Given all these reasons to buy bonds rather than insure them, I do wonder what’s going to happen to the monoline market. Historically, it’s been a license to print money — but it might be a very long time before it re-emerges.

4 comments so far

You missed one huge advantage - absolutely no need to deal with the ratings agencies. The agencies would need to sign off on any monoline deal. Secondary market purchases side-step that process entirely. That said, not sure that BH (big Moody’s shareholder) would be thinking in these terms. Speaking as a semi-professional monoline water-carrier, I’d say you’re onto something, not least because of the amount of time it’s taking Macquarie and Citadel to start up their bond insurer.
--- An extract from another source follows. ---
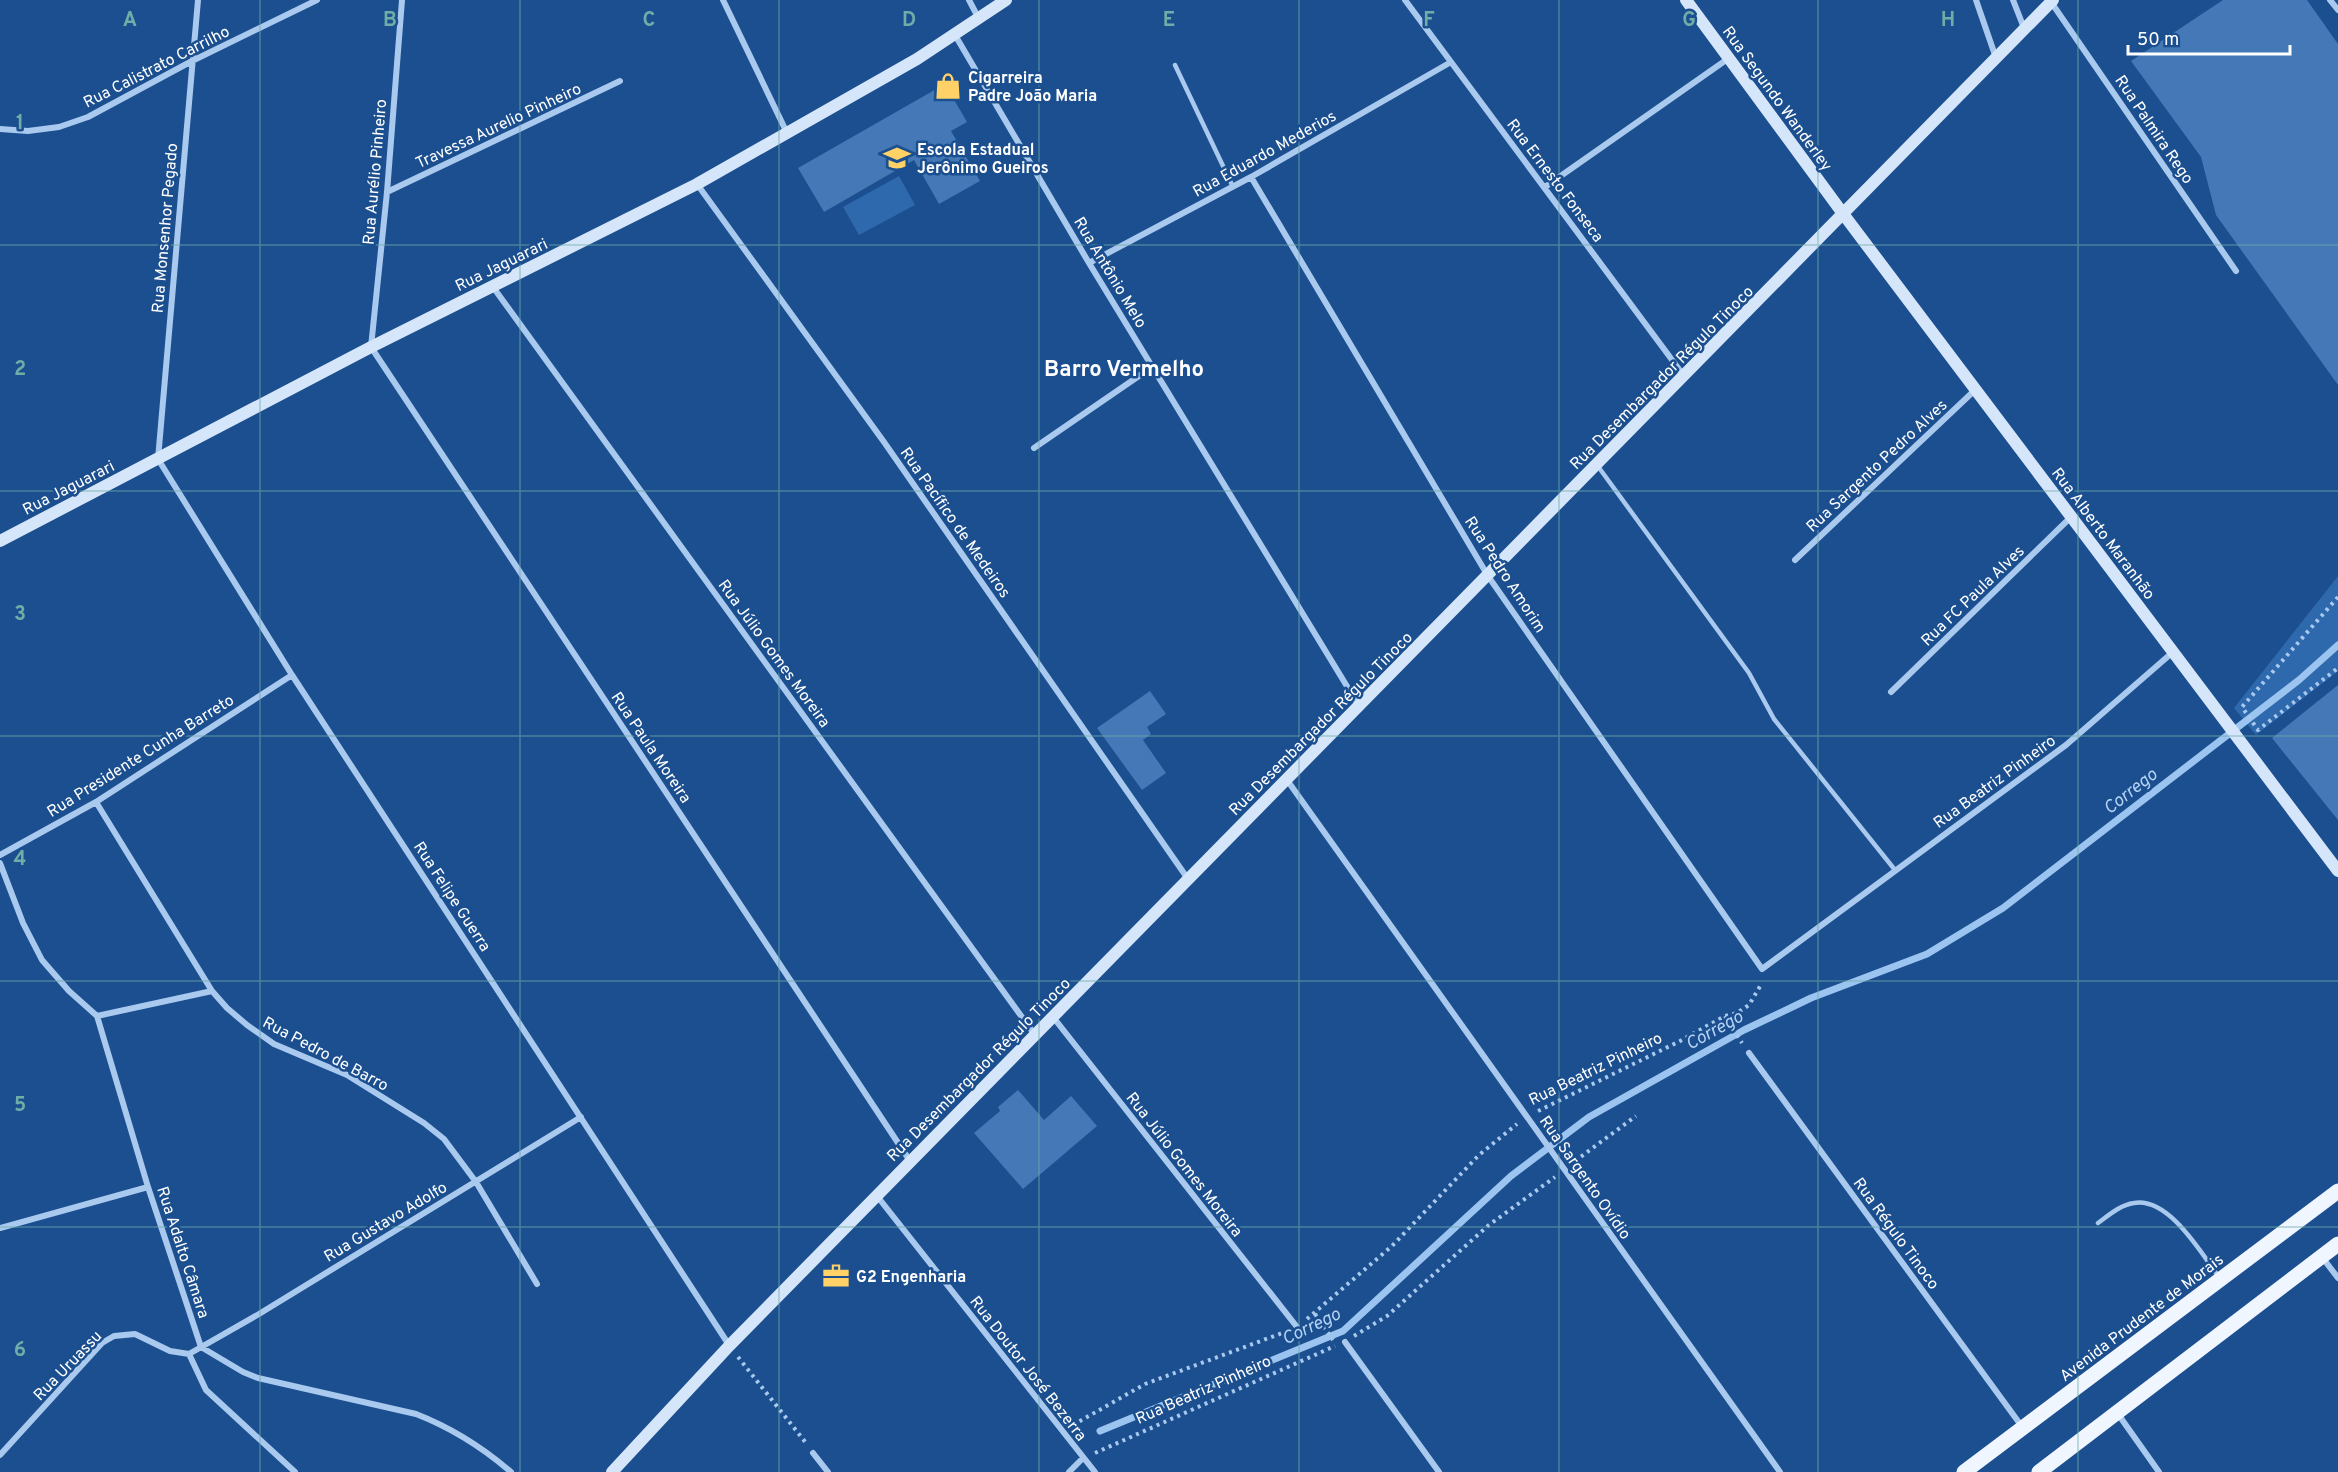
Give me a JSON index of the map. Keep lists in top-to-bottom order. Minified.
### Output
{"streets":{"main road":["Avenida Prudente de Morais"],"street":["Rua Calistrato Carrilho","Rua Segundo Wanderley","Travessa Aurelio Pinheiro","Rua Palmira Rego","Rua Eduardo Mederios","Rua Aurélio Pinheiro","Rua Ernesto Fonseca","Rua Monsenhor Pegado","Rua Jaguarari","Rua Antônio Melo","Rua Desembargador Régulo Tinoco","Rua Sargento Pedro Alves","Rua Pacífico de Medeiros","Rua Alberto Maranhão","Rua Pedro Amorim","Rua FC Paula Alves","Rua Júlio Gomes Moreira","Rua Paula Moreira","Rua Presidente Cunha Barreto","Rua Beatriz Pinheiro","Rua Felipe Guerra","Rua Pedro de Barro","Rua Sargento Ovídio","Rua Gustavo Adolfo","Rua Régulo Tinoco","Rua Adalto Câmara","Rua Uruassu","Rua Doutor José Bezerra"]},"crossings":[["Rua Calistrato Carrilho","Rua Monsenhor Pegado"],["Rua Segundo Wanderley","Rua Desembargador Régulo Tinoco"],["Rua Segundo Wanderley","Rua Alberto Maranhão"],["Travessa Aurelio Pinheiro","Rua Aurélio Pinheiro"],["Rua Palmira Rego","Rua Desembargador Régulo Tinoco"],["Rua Eduardo Mederios","Rua Ernesto Fonseca"],["Rua Eduardo Mederios","Rua Antônio Melo"],["Rua Eduardo Mederios","Rua Pedro Amorim"],["Rua Aurélio Pinheiro","Rua Jaguarari"],["Rua Aurélio Pinheiro","Rua Paula Moreira"],["Rua Ernesto Fonseca","Rua Desembargador Régulo Tinoco"],["Rua Monsenhor Pegado","Rua Jaguarari"],["Rua Monsenhor Pegado","Rua Felipe Guerra"],["Rua Jaguarari","Rua Antônio Melo"],["Rua Jaguarari","Rua Pacífico de Medeiros"],["Rua Jaguarari","Rua Júlio Gomes Moreira"],["Rua Jaguarari","Rua Paula Moreira"],["Rua Jaguarari","Rua Felipe Guerra"],["Rua Antônio Melo","Rua Desembargador Régulo Tinoco"],["Rua Desembargador Régulo Tinoco","Rua Pacífico de Medeiros"],["Rua Desembargador Régulo Tinoco","Rua Alberto Maranhão"],["Rua Desembargador Régulo Tinoco","Rua Pedro Amorim"],["Rua Desembargador Régulo Tinoco","Rua Júlio Gomes Moreira"],["Rua Desembargador Régulo Tinoco","Rua Paula Moreira"],["Rua Desembargador Régulo Tinoco","Rua Felipe Guerra"],["Rua Desembargador Régulo Tinoco","Rua Sargento Ovídio"],["Rua Desembargador Régulo Tinoco","Rua Doutor José Bezerra"],["Rua Sargento Pedro Alves","Rua Alberto Maranhão"],["Rua Alberto Maranhão","Rua FC Paula Alves"],["Rua Alberto Maranhão","Rua Beatriz Pinheiro"],["Rua Pedro Amorim","Rua Beatriz Pinheiro"],["Rua Júlio Gomes Moreira","Rua Beatriz Pinheiro"],["Rua Presidente Cunha Barreto","Rua Felipe Guerra"],["Rua Presidente Cunha Barreto","Rua Pedro de Barro"],["Rua Beatriz Pinheiro","Rua Sargento Ovídio"],["Rua Beatriz Pinheiro","Rua Doutor José Bezerra"],["Rua Felipe Guerra","Rua Gustavo Adolfo"],["Rua Pedro de Barro","Rua Gustavo Adolfo"],["Rua Gustavo Adolfo","Rua Adalto Câmara"],["Rua Régulo Tinoco","Avenida Prudente de Morais"]],"districts":["Barro Vermelho"],"water":["Corrego"],"places":{"shop":["Cigarreira Padre João Maria"],"school or university":["Escola Estadual Jerônimo Gueiros"],"office":["G2 Engenharia"]},"scale_bar":"50 m","grid":{"columns":["A","B","C","D","E","F","G","H"],"rows":["1","2","3","4","5","6"]}}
That said, I’m not sure you can assume that because a huge, diversified and savvy fixed-income investor (among other, um sidelines) can see some value in deeply-discounted secondary market purchases there’s no problem for thinly-traded and little-understood public finance credits in getting access to market.

- Posted by Gari N. Corp

On your point #2, Warren wrote about the moral risk in his 2008 letter to share holders, including this:
“When faced with large revenue shortfalls, communities that have all of their bonds insured will be
more prone to develop “solutions” less favorable to bondholders than those communities that have uninsured
bonds held by local banks and residents. Losses in the tax-exempt arena, when they come, are also likely to be
highly correlated among issuers. If a few communities stiff their creditors and get away with it, the chance that others will follow in their footsteps will grow. What mayor or city council is going to choose pain to local citizens in the form of major tax increases over pain to a far-away bond insurer?”.
I think Warren will leave it to the Federal government to insure municipalities instead of stepping in front of that cannon.

- Posted by John Omeara

I see a flaw in Warren’s argument about the higher risk of default on insured munis. The long term consequences of a municipality default are the same whether the bonds are insured or not. Its ratings go to D. It’s future access to capital dries up overnight. And while that may be OK short term, it is not sustainable long term. Unlike corporations, most municipalites simply cannot shut down. They need continued access to credit execute their mandate. Bailing on their bonds has the same long term catastrophic effect whether they are insured or not.

- Posted by joseph victor

Good post, Felix. The capital charges to hold an investment grade muni on the balance sheet is minuscule compared the capital needed to guarantee them.

Though this is a derivative of your point #3, he gets better diversification, and he gets to choose from a wider field whose credit risk he takes on.